Using an electric whisk, cream the butter and sugar for 3-4 minutes until pale and fluffy.
On a low speed mix in half the eggs and half the sieved flour before adding in the coffee essence (or cooled coffee). Next add in the remaining eggs and flour.
Spoon the cake mix into both tins, levelling off the tops, and bake in the centre of the oven for 20-25 minutes until risen and springy to touch.

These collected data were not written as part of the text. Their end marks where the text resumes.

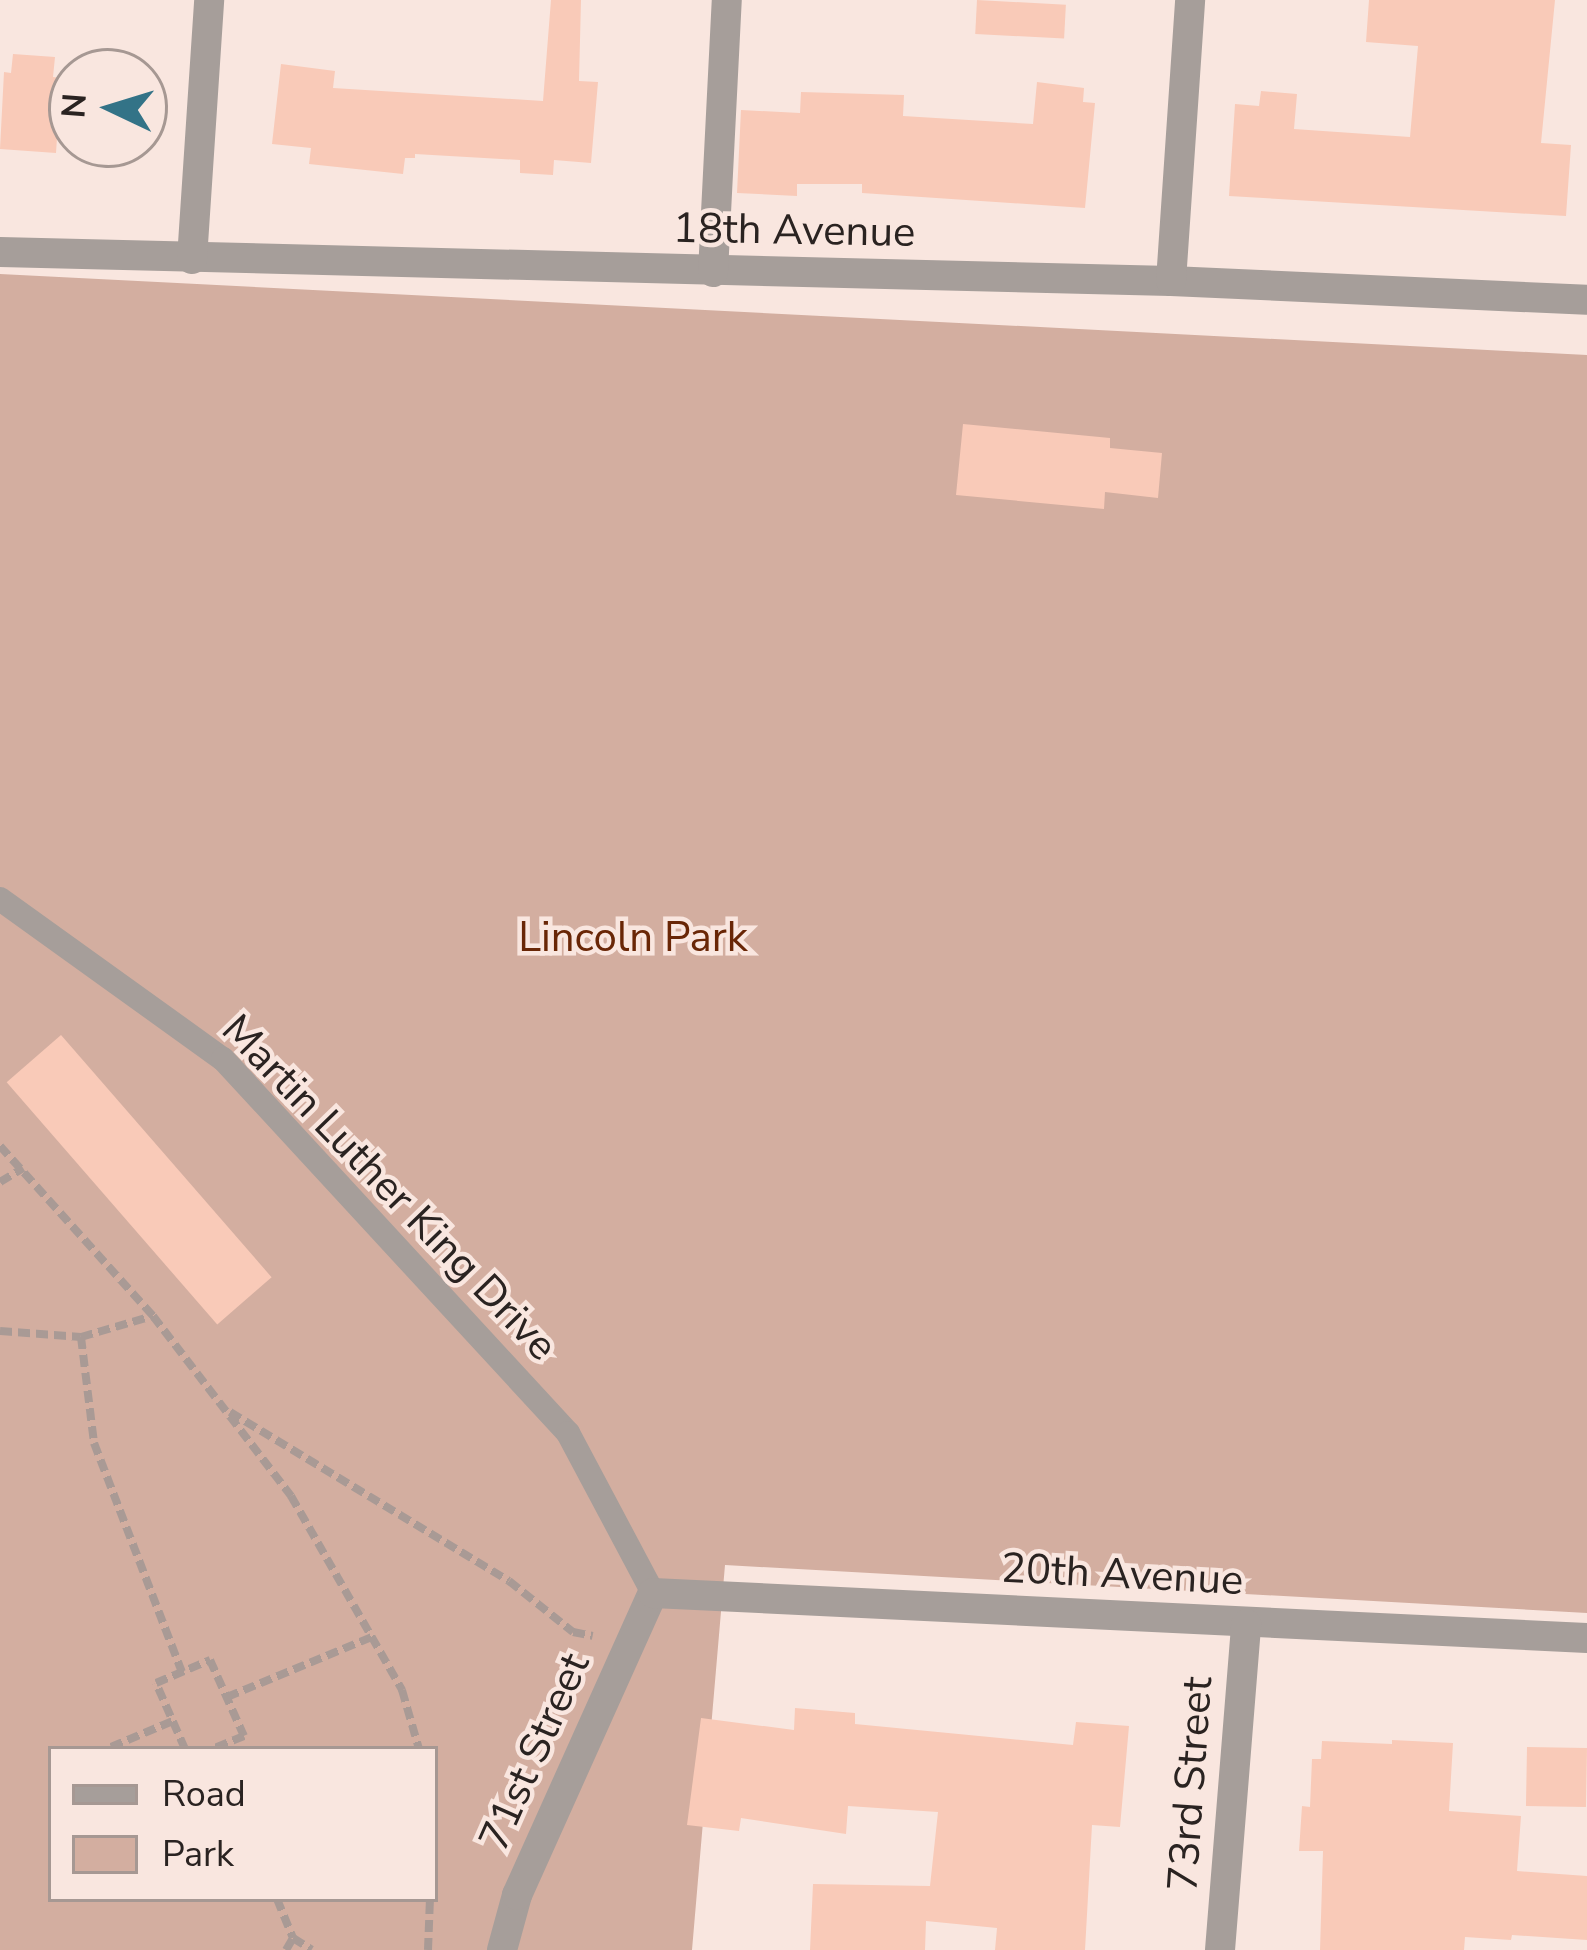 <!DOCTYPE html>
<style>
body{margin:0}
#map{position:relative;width:1587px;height:1950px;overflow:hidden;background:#f9e6df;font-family:"Nunito Sans",sans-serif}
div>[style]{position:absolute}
.green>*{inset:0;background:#d3aea0}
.building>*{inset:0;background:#f9cab8;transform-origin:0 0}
.path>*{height:8px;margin-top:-4px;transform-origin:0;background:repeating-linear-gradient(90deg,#a99a95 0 12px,transparent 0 18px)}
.service>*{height:24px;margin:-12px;padding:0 12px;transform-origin:12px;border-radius:12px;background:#a69e9a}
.minor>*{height:30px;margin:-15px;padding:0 15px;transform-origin:15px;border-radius:15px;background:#a69e9a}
span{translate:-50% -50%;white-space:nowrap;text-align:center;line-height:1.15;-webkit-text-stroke:9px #f9e6df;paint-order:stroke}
.street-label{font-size:42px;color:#2a2321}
.park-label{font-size:42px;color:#692606}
.legend{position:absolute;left:48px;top:1746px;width:390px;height:156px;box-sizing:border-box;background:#f9e6df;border:3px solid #a69893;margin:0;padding:15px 21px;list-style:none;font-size:36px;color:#2a2321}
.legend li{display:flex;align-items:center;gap:24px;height:60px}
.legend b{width:60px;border:3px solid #a69893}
.north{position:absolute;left:48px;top:48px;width:120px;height:120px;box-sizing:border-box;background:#f9e6df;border:3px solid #a69893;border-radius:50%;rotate:274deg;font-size:33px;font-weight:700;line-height:48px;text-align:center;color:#2a2321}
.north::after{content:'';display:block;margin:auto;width:42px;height:54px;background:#337387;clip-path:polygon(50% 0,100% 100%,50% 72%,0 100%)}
</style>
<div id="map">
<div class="green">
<div style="clip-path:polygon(evenodd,0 274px,1587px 355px,1587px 1613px,725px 1565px,692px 1950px,0 1950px,0 274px,51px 1749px,435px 1749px,435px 1899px,51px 1899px,51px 1749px)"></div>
</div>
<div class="building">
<div style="clip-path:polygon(551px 0,581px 0,579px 81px,598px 82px,591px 163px,554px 160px,553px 175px,520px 173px,520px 160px,415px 154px,415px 158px,405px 158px,403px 174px,309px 164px,311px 148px,272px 144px,281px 64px,335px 71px,333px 88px,543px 101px)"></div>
<div style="left:977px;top:0;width:89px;height:34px;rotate:3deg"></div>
<div style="clip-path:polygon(1369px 0,1555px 0,1541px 143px,1571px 145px,1566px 216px,1229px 196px,1235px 104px,1259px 106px,1261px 91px,1297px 94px,1294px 129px,1410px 137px,1418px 46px,1366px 42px)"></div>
<div style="clip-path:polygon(13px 54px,55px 57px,53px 77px,61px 78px,56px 153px,0 149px,4px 72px,11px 73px)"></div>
<div style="clip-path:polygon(1037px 82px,1084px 88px,1083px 102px,1095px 103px,1085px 208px,862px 193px,862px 184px,797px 184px,797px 196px,737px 193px,741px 110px,800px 113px,801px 92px,904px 95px,903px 116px,1033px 124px)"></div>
<div style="clip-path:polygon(963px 424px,1110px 438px,1110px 448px,1162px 453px,1158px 498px,1105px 492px,1104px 509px,956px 495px)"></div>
<div style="left:61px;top:1035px;width:321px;height:72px;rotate:49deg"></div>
<div style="clip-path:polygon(795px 1708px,855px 1713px,855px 1724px,1073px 1745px,1076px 1722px,1129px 1726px,1120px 1827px,1092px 1825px,1085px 1950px,995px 1950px,997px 1928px,926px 1921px,925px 1950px,810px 1950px,813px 1884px,930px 1886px,938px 1812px,848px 1806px,846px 1834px,741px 1818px,739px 1831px,687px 1825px,701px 1718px,794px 1730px)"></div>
<div style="clip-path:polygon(1392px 1740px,1453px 1743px,1449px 1811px,1521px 1816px,1517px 1871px,1587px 1876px,1587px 1940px,1512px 1935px,1511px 1940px,1465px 1937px,1464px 1950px,1320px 1950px,1323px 1851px,1299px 1851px,1302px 1806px,1310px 1807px,1312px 1759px,1321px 1759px,1322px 1741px,1392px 1744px)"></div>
<div style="left:1527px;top:1747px;width:60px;height:59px;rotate:1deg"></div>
</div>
<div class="path">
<div style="left:0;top:1146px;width:229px;rotate:48deg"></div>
<div style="left:153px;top:1316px;width:227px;rotate:52.5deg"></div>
<div style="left:291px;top:1496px;width:224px;rotate:60.2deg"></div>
<div style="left:402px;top:1690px;width:61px;rotate:73.9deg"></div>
<div style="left:0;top:1182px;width:27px;rotate:-31deg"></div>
<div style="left:0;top:1331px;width:81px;rotate:4.2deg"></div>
<div style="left:81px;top:1337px;width:75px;rotate:-16.3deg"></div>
<div style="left:81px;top:1337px;width:107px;rotate:83deg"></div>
<div style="left:94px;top:1443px;width:245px;rotate:69deg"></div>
<div style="left:230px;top:1412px;width:326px;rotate:31.2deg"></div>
<div style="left:509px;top:1581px;width:82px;rotate:38.6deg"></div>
<div style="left:573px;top:1632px;width:20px;rotate:11deg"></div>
<div style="left:227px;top:1697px;width:159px;rotate:-22.5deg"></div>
<div style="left:111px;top:1747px;width:67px;rotate:-22.8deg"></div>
<div style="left:185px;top:1749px;width:72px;rotate:-113.7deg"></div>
<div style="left:156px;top:1683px;width:59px;rotate:-23.1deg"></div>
<div style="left:210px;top:1660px;width:83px;rotate:65.9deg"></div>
<div style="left:244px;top:1736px;width:35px;rotate:158deg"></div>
<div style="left:277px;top:1899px;width:42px;rotate:67.7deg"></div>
<div style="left:293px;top:1938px;width:22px;rotate:32deg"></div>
<div style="left:286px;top:1950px;width:14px;rotate:-60deg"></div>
<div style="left:428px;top:1950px;width:51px;rotate:-87.8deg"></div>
</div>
<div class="service">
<div style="left:0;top:899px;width:274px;rotate:35.7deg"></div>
<div style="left:223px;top:1059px;width:509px;rotate:47.31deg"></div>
<div style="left:568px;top:1433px;width:181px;rotate:62deg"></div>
</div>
<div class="minor">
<div style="left:0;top:252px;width:1171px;rotate:1.42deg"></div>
<div style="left:1171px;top:281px;width:416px;rotate:2.6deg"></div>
<div style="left:192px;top:259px;width:260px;rotate:-86.2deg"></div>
<div style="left:713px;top:272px;width:272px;rotate:-87.1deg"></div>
<div style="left:1171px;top:281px;width:282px;rotate:-86.1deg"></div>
<div style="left:502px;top:1950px;width:57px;rotate:-74.7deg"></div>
<div style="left:517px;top:1895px;width:331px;rotate:-65.8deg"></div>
<div style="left:653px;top:1593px;width:935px;rotate:2.76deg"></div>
<div style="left:1220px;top:1950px;width:327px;rotate:-85.4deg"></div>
</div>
<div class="street-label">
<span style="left:794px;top:231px;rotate:1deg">18th Avenue</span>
<span style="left:389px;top:1188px;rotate:46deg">Martin Luther King Drive</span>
<span style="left:1122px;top:1575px;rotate:3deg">20th Avenue</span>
<span style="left:535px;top:1752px;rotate:-66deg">71st Street</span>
<span style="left:1191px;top:1784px;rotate:-86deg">73rd Street</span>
</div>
<div class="park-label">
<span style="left:633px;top:938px">Lincoln Park</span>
</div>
<ul class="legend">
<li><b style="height:15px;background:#a69e9a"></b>Road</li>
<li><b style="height:33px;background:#d3aea0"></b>Park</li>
</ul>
<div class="north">N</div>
</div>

Leave in the tin for 10 minutes then transfer to a wire rack to cool completely before adding the filling and icing.
Make the buttercream by combining the listed ingredients together until nice and smooth.
Spread the buttercream onto one sandwich with a knife (or transfer the buttercream to a piping bag to pipe it for a more professional look) then place the second sandwich on top.
Lastly, make the coffee glacé icing by mixing icing sugar with coffee essence, then gradually stir in the boiled water to a thick pouring consistency.
Starting in the centre, pour the icing slowly over the top of the cake, gently spreading it outwards until it reaches the edges without spilling over.
Decorate with cocoa coffee beans.
Variation: You can also make the cake in a standard 20cm loose-bottomed cake tin (you'll need to bake the cake for approximately 1 hour, and, once cool, slice the cake in half). If you don't have Irel or Camp coffee essence, per 1 tbsp Irel, substitute 1 tbsp instant coffee dissolved in 2 tsp boiling water.